Several other lantibiotics such as nisin, planisporicin, Pep5, epidermin, gallidermin, mutacin B-Ny266, lacticin 3147, actagardine have also shown in vitro activity against clinically important Gram-positive pathogens (i.e., S. pneumoniae, Staphylococci, VRE, Propionibacterium acnes and C. difficile) [157]. Bacteriocins can also be associated to other drugs in order to enhance or restore their antimicrobial activity. Thus, the use of nisin in addition to polymyxin E and clarithromycin results to a synergic effect against P. aeruginosa [158]. In the same way, the use of nisin, ramoplanin and other non β-lactam antibiotics shown an increase in the effect against several MRSA and VRE strains [158,159].
Another feature highlighting the antibacterial potential of bacteriocins is their activity against bacteria growth as biofilm. Indeed, biofilm formation represents an effective resistance mechanism by which bacteria protect themselves from host defenses and antimicrobial agents [133]. Infections involving biofilm formation represent a critical problem, especially for cystic fibrosis patients and patients in intensive care units developing device-related infections that are associated with high morbidity and mortality [160]. Gallidermin is a lantibiotic produced by Staphylococcus gallinarum and active against various GPB, including MDR species (Table 1) [127]. The effect of gallidermin on clinical isolates of S. aureus and S. epidermidis grown in planktonic and biofilm modes was assessed [127]. In addition to its effect against planktonic isolates, gallidermin interestingly reduced biofilm formation by both species and exhibited an antibacterial effect against preforming biofilm cells.

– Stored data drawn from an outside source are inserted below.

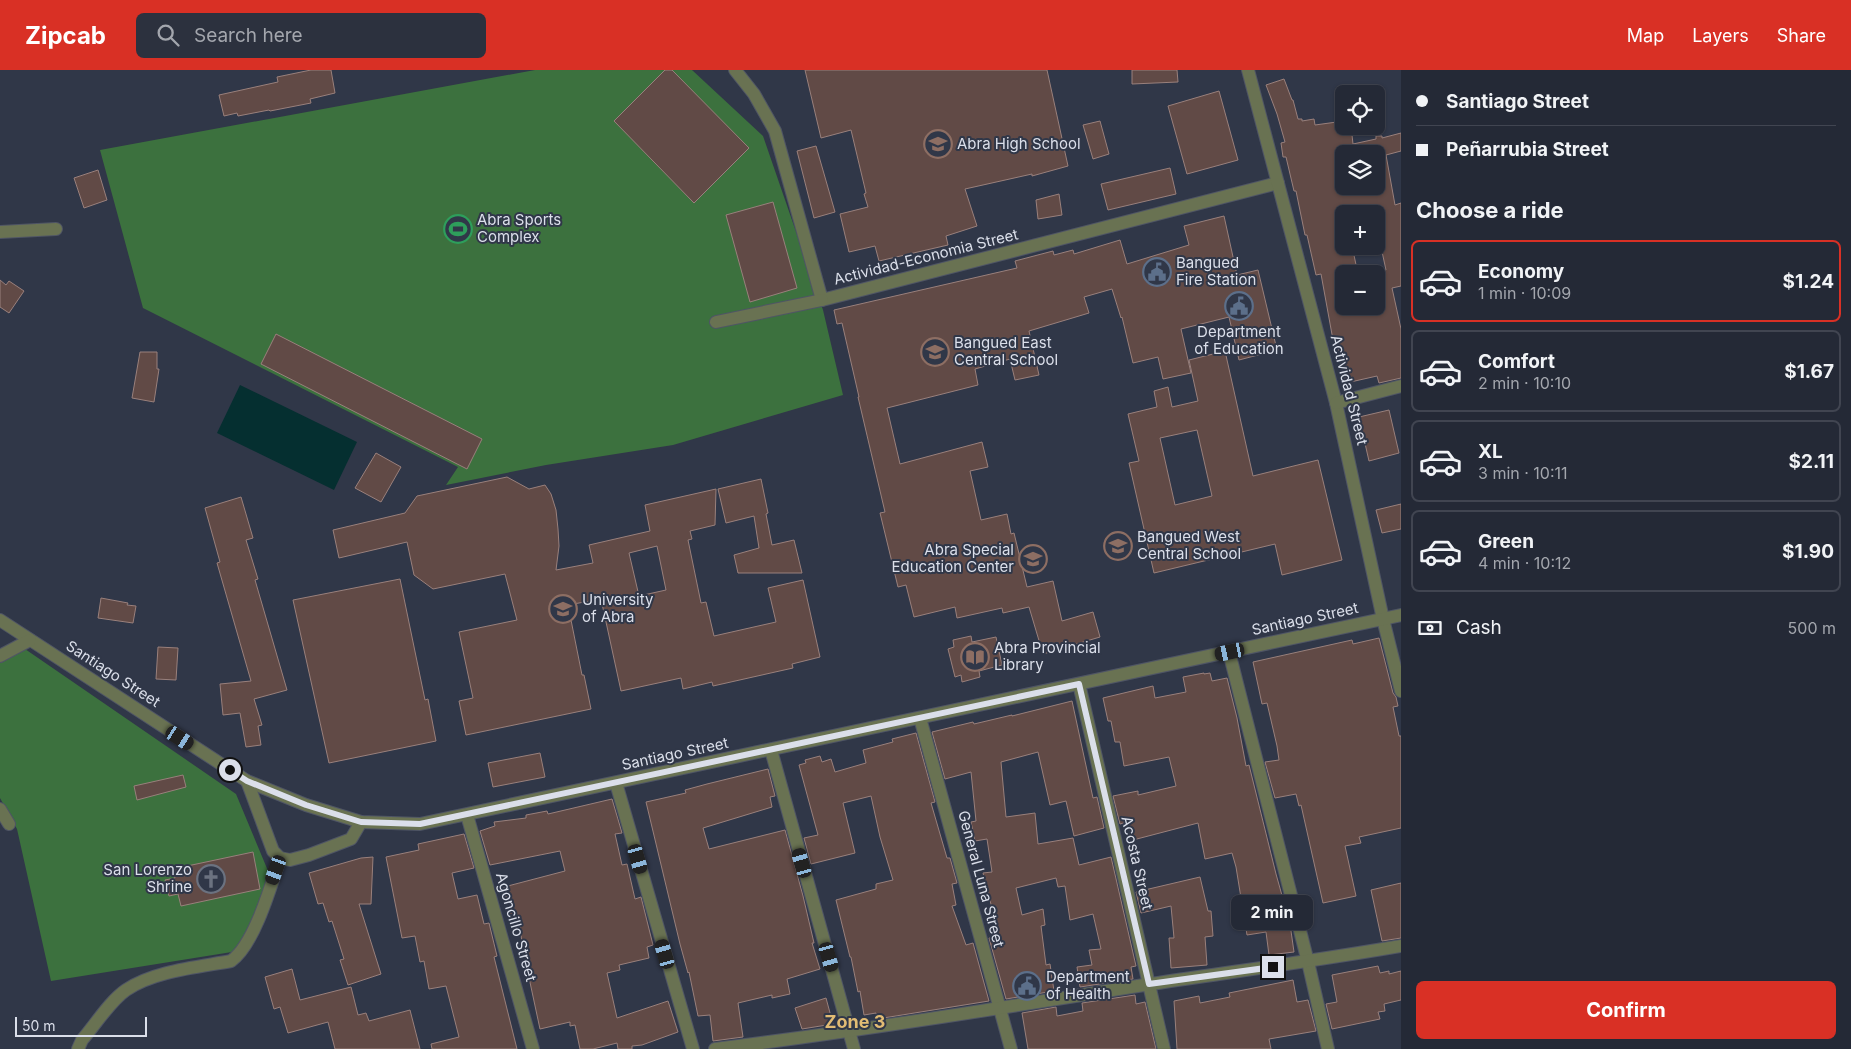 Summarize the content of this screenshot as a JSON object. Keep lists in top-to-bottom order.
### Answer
{
  "streets": {
    "street": [
      "Actividad-Economia Street",
      "Actividad Street",
      "Santiago Street",
      "Acosta Street",
      "General Luna Street",
      "Agoncillo Street"
    ]
  },
  "crossings": [
    ["Actividad-Economia Street", "Actividad Street"],
    ["Actividad Street", "Santiago Street"],
    ["Santiago Street", "Acosta Street"],
    ["Santiago Street", "General Luna Street"],
    ["Santiago Street", "Agoncillo Street"]
  ],
  "districts": ["Zone 3"],
  "places": {
    "school or university": [
      "Abra High School",
      "Bangued East Central School",
      "Bangued West Central School",
      "Abra Special Education Center",
      "University of Abra"
    ],
    "sports": ["Abra Sports Complex"],
    "public building": ["Bangued Fire Station", "Department of Education", "Department of Health"],
    "library": ["Abra Provincial Library"],
    "church": ["San Lorenzo Shrine"]
  },
  "scale_bar": "50 m",
  "page": {
    "header": "Zipcab",
    "search": "Search here",
    "nav": ["Map", "Layers", "Share"],
    "banner": ["Santiago Street", "Peñarrubia Street"],
    "map_buttons": ["+", "−"],
    "heading": "Choose a ride",
    "list": [
      {
        "name": "Economy",
        "note": "1 min · 10:09",
        "value": "$1.24"
      },
      {
        "name": "Comfort",
        "note": "2 min · 10:10",
        "value": "$1.67"
      },
      {
        "name": "XL",
        "note": "3 min · 10:11",
        "value": "$2.11"
      },
      {
        "name": "Green",
        "note": "4 min · 10:12",
        "value": "$1.90"
      }
    ],
    "pay": ["Cash", "500 m"],
    "bubble": "2 min",
    "buttons": "Confirm",
    "scale": "50 m"
  }
}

While concentrations up to 3–4-fold of MIC values were to be used in order to observe a significant effect on cells grown in biofilm, the inhibitory effect of gallidermin on biofilm formation was obtained at sub-lethal concentrations [127]. The authors indicated that, at sub-lethal concentrations, gallidermin inhibited the transcription of the atl and ica genes necessary for biofilm formation in tested isolates [127]. Similar findings were reported for nisin A and lacticin Q that showed significant antibacterial activity against biofilms formed by a clinical isolate of MRSA [124].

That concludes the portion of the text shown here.